(Saved data entries)
##############################

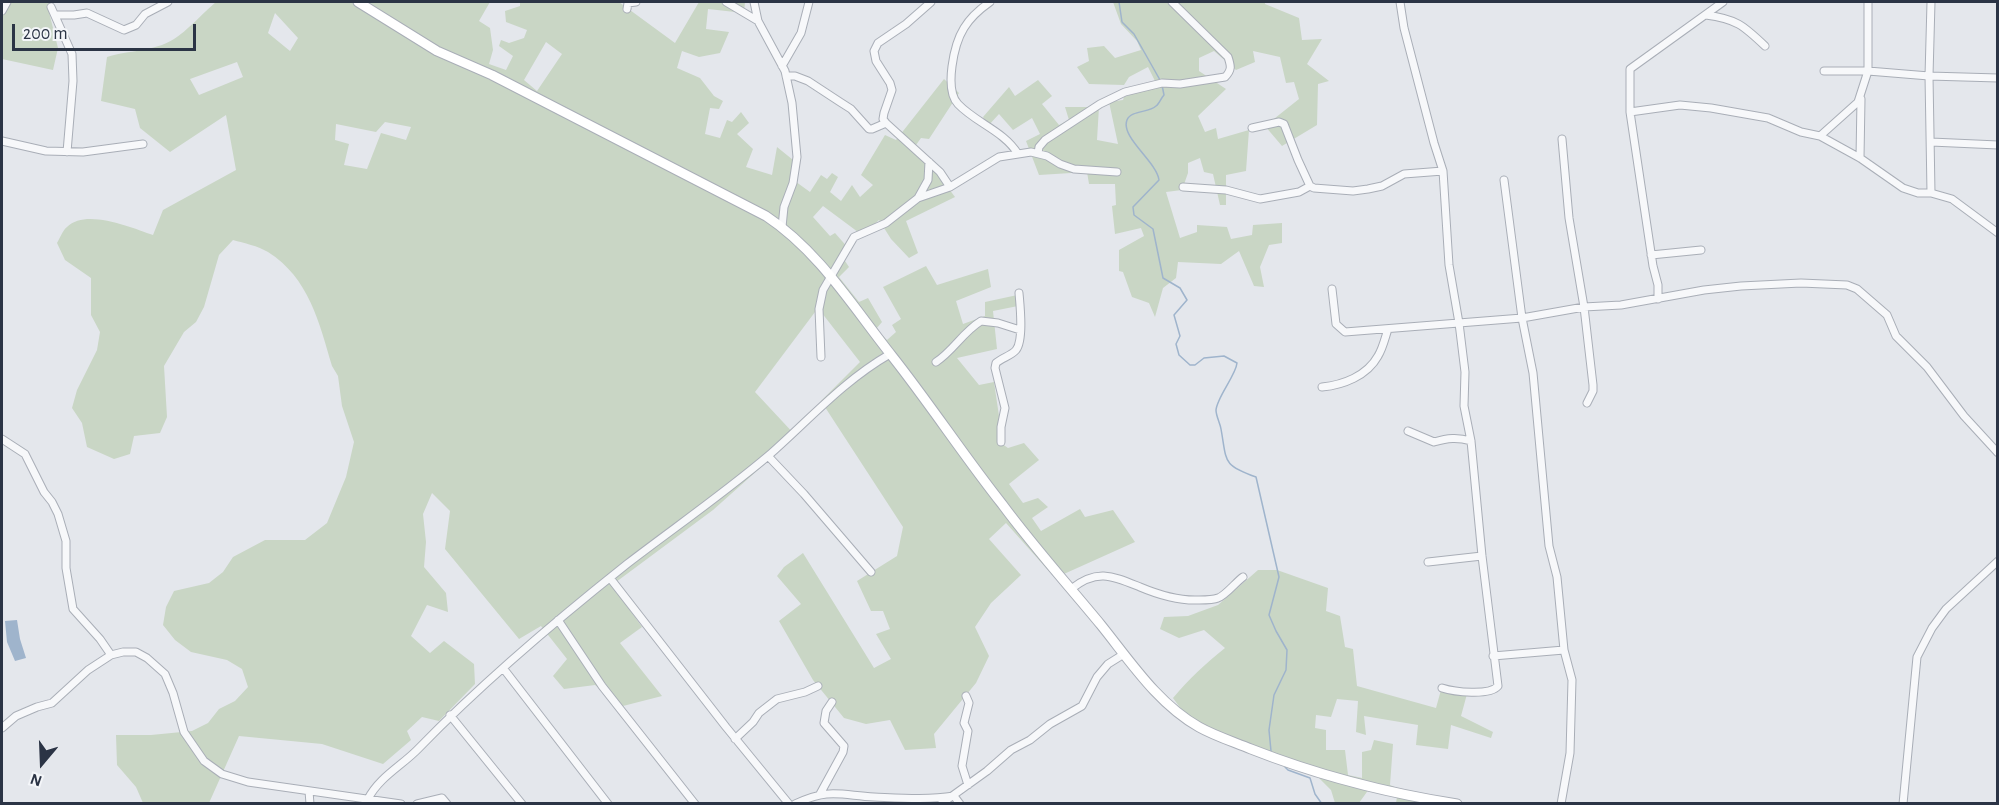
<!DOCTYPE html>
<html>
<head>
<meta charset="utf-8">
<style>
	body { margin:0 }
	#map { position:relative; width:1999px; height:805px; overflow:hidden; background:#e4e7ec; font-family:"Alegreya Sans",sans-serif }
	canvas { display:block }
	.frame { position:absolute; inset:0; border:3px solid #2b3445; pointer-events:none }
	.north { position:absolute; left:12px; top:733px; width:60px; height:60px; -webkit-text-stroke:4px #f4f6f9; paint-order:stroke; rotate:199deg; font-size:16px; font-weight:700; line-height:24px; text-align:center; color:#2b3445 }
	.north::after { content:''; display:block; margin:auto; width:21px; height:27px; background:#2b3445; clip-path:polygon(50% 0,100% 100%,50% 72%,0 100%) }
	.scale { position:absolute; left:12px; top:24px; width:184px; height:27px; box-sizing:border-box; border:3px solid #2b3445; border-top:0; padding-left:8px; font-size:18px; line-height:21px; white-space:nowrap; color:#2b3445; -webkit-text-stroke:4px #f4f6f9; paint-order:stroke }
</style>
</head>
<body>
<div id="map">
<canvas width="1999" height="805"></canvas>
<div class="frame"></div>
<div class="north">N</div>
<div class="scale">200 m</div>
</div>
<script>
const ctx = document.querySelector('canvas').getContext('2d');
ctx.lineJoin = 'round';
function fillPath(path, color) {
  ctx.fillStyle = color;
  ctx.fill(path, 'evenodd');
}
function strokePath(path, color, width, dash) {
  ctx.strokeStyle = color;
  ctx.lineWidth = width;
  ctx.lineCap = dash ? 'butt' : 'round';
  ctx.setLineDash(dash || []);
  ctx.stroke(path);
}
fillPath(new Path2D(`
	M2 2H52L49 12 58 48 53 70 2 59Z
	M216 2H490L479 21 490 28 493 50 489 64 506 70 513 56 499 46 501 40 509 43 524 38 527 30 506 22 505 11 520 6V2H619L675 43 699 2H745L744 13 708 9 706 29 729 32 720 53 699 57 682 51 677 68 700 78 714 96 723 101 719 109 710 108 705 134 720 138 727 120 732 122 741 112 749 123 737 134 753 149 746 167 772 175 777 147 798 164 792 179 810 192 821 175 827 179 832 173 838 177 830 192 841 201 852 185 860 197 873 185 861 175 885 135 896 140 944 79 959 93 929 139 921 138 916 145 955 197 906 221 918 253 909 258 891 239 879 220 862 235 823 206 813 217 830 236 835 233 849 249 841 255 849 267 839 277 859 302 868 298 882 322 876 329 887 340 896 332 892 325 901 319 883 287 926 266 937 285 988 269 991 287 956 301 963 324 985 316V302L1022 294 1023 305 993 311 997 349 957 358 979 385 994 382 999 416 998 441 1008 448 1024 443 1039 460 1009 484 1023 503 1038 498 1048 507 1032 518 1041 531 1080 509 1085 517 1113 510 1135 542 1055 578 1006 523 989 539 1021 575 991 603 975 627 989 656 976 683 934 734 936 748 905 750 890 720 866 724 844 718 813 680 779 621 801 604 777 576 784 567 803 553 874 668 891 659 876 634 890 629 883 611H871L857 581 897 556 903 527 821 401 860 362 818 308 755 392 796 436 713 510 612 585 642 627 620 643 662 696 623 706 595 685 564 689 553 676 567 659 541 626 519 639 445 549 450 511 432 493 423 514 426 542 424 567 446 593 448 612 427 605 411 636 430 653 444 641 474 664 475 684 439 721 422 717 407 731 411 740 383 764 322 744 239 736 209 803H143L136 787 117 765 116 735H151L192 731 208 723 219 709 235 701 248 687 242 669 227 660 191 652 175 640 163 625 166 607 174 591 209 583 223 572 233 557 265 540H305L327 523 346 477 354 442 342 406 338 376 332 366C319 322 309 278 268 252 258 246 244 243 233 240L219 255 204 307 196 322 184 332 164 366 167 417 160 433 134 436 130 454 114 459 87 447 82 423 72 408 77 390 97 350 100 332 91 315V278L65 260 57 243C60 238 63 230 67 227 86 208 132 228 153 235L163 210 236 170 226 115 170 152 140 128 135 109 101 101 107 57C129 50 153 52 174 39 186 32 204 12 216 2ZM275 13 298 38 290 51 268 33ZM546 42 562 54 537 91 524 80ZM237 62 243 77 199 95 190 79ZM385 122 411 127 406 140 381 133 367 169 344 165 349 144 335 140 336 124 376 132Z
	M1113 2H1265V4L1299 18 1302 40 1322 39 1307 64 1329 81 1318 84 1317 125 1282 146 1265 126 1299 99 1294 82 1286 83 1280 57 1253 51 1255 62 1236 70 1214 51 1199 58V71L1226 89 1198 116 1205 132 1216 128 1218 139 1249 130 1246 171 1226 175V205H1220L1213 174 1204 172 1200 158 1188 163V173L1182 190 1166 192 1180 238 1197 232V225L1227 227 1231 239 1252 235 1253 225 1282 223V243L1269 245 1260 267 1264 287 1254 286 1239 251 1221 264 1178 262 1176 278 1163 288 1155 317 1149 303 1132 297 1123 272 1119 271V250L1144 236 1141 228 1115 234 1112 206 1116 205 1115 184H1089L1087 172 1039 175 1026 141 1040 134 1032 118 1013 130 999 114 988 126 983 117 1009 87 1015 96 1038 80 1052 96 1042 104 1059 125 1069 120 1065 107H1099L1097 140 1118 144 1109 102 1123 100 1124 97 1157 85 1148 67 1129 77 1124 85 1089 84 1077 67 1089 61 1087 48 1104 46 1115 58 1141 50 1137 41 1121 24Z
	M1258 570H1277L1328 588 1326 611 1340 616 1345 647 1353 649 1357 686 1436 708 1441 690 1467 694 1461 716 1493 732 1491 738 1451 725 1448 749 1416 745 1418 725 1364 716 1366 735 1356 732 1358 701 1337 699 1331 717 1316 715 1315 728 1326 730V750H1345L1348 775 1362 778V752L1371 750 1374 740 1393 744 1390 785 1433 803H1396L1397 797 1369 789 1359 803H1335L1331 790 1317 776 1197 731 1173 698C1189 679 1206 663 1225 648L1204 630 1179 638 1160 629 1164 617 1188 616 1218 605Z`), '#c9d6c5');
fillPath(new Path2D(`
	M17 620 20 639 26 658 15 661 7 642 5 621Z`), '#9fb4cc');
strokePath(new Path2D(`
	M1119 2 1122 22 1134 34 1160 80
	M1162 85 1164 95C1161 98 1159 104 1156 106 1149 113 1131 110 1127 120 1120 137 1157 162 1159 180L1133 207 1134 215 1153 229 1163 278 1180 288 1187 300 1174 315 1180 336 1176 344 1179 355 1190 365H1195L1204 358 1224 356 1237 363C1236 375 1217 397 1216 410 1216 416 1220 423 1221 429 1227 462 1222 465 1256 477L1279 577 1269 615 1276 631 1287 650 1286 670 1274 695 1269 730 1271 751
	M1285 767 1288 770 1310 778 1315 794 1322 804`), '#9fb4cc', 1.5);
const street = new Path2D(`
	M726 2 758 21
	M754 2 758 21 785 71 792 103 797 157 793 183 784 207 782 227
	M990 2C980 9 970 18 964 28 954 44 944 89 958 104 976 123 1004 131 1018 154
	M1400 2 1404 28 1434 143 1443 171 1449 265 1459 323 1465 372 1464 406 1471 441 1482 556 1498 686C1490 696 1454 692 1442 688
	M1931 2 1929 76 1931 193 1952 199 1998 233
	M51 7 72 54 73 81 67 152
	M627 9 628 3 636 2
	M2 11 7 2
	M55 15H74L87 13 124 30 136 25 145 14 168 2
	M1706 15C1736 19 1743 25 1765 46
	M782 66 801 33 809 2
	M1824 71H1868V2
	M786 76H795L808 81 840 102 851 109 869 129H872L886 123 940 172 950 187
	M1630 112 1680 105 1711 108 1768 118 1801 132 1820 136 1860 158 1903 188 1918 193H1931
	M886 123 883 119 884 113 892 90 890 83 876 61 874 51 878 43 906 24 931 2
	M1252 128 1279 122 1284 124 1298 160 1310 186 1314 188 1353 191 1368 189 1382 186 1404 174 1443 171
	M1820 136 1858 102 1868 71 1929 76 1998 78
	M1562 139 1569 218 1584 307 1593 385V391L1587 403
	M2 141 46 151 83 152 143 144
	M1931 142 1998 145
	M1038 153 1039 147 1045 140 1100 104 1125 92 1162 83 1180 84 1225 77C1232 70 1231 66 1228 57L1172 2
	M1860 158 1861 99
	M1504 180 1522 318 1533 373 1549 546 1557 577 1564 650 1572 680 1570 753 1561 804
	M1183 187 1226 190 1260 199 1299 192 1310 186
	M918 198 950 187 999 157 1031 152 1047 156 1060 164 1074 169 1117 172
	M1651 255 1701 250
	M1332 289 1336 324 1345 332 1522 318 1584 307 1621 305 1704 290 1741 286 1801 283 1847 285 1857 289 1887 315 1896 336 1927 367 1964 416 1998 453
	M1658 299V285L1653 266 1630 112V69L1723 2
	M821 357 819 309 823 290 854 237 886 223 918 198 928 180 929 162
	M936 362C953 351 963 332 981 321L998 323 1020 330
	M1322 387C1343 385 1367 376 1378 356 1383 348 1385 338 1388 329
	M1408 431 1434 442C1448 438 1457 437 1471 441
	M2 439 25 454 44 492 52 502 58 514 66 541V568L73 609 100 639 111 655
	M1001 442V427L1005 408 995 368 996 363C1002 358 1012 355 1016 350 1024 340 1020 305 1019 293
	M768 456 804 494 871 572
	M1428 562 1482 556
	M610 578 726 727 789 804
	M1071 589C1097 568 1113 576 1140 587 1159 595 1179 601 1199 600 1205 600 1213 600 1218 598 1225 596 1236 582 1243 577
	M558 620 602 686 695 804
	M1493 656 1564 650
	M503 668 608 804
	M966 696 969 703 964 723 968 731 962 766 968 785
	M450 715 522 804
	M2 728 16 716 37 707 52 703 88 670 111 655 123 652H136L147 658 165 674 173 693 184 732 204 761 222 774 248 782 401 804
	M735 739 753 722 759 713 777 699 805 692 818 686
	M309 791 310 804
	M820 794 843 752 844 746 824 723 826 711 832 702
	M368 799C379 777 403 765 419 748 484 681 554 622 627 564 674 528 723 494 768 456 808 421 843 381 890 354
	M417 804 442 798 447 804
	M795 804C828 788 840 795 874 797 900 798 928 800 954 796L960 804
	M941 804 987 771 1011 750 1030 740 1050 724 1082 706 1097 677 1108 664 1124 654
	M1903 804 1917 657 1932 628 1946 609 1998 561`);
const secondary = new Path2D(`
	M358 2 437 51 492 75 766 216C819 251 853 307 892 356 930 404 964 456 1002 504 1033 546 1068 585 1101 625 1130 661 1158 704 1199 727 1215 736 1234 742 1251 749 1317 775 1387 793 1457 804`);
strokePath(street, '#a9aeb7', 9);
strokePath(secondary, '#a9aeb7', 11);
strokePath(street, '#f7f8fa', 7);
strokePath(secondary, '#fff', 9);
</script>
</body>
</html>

##############################

* ACTIVITY:
Reproduce exactly the line containing "M1504 180 1522" and every line after it through the end of the records above, and nothing else.

* THE ANSWER:
	M1504 180 1522 318 1533 373 1549 546 1557 577 1564 650 1572 680 1570 753 1561 804
	M1183 187 1226 190 1260 199 1299 192 1310 186
	M918 198 950 187 999 157 1031 152 1047 156 1060 164 1074 169 1117 172
	M1651 255 1701 250
	M1332 289 1336 324 1345 332 1522 318 1584 307 1621 305 1704 290 1741 286 1801 283 1847 285 1857 289 1887 315 1896 336 1927 367 1964 416 1998 453
	M1658 299V285L1653 266 1630 112V69L1723 2
	M821 357 819 309 823 290 854 237 886 223 918 198 928 180 929 162
	M936 362C953 351 963 332 981 321L998 323 1020 330
	M1322 387C1343 385 1367 376 1378 356 1383 348 1385 338 1388 329
	M1408 431 1434 442C1448 438 1457 437 1471 441
	M2 439 25 454 44 492 52 502 58 514 66 541V568L73 609 100 639 111 655
	M1001 442V427L1005 408 995 368 996 363C1002 358 1012 355 1016 350 1024 340 1020 305 1019 293
	M768 456 804 494 871 572
	M1428 562 1482 556
	M610 578 726 727 789 804
	M1071 589C1097 568 1113 576 1140 587 1159 595 1179 601 1199 600 1205 600 1213 600 1218 598 1225 596 1236 582 1243 577
	M558 620 602 686 695 804
	M1493 656 1564 650
	M503 668 608 804
	M966 696 969 703 964 723 968 731 962 766 968 785
	M450 715 522 804
	M2 728 16 716 37 707 52 703 88 670 111 655 123 652H136L147 658 165 674 173 693 184 732 204 761 222 774 248 782 401 804
	M735 739 753 722 759 713 777 699 805 692 818 686
	M309 791 310 804
	M820 794 843 752 844 746 824 723 826 711 832 702
	M368 799C379 777 403 765 419 748 484 681 554 622 627 564 674 528 723 494 768 456 808 421 843 381 890 354
	M417 804 442 798 447 804
	M795 804C828 788 840 795 874 797 900 798 928 800 954 796L960 804
	M941 804 987 771 1011 750 1030 740 1050 724 1082 706 1097 677 1108 664 1124 654
	M1903 804 1917 657 1932 628 1946 609 1998 561`);
const secondary = new Path2D(`
	M358 2 437 51 492 75 766 216C819 251 853 307 892 356 930 404 964 456 1002 504 1033 546 1068 585 1101 625 1130 661 1158 704 1199 727 1215 736 1234 742 1251 749 1317 775 1387 793 1457 804`);
strokePath(street, '#a9aeb7', 9);
strokePath(secondary, '#a9aeb7', 11);
strokePath(street, '#f7f8fa', 7);
strokePath(secondary, '#fff', 9);
</script>
</body>
</html>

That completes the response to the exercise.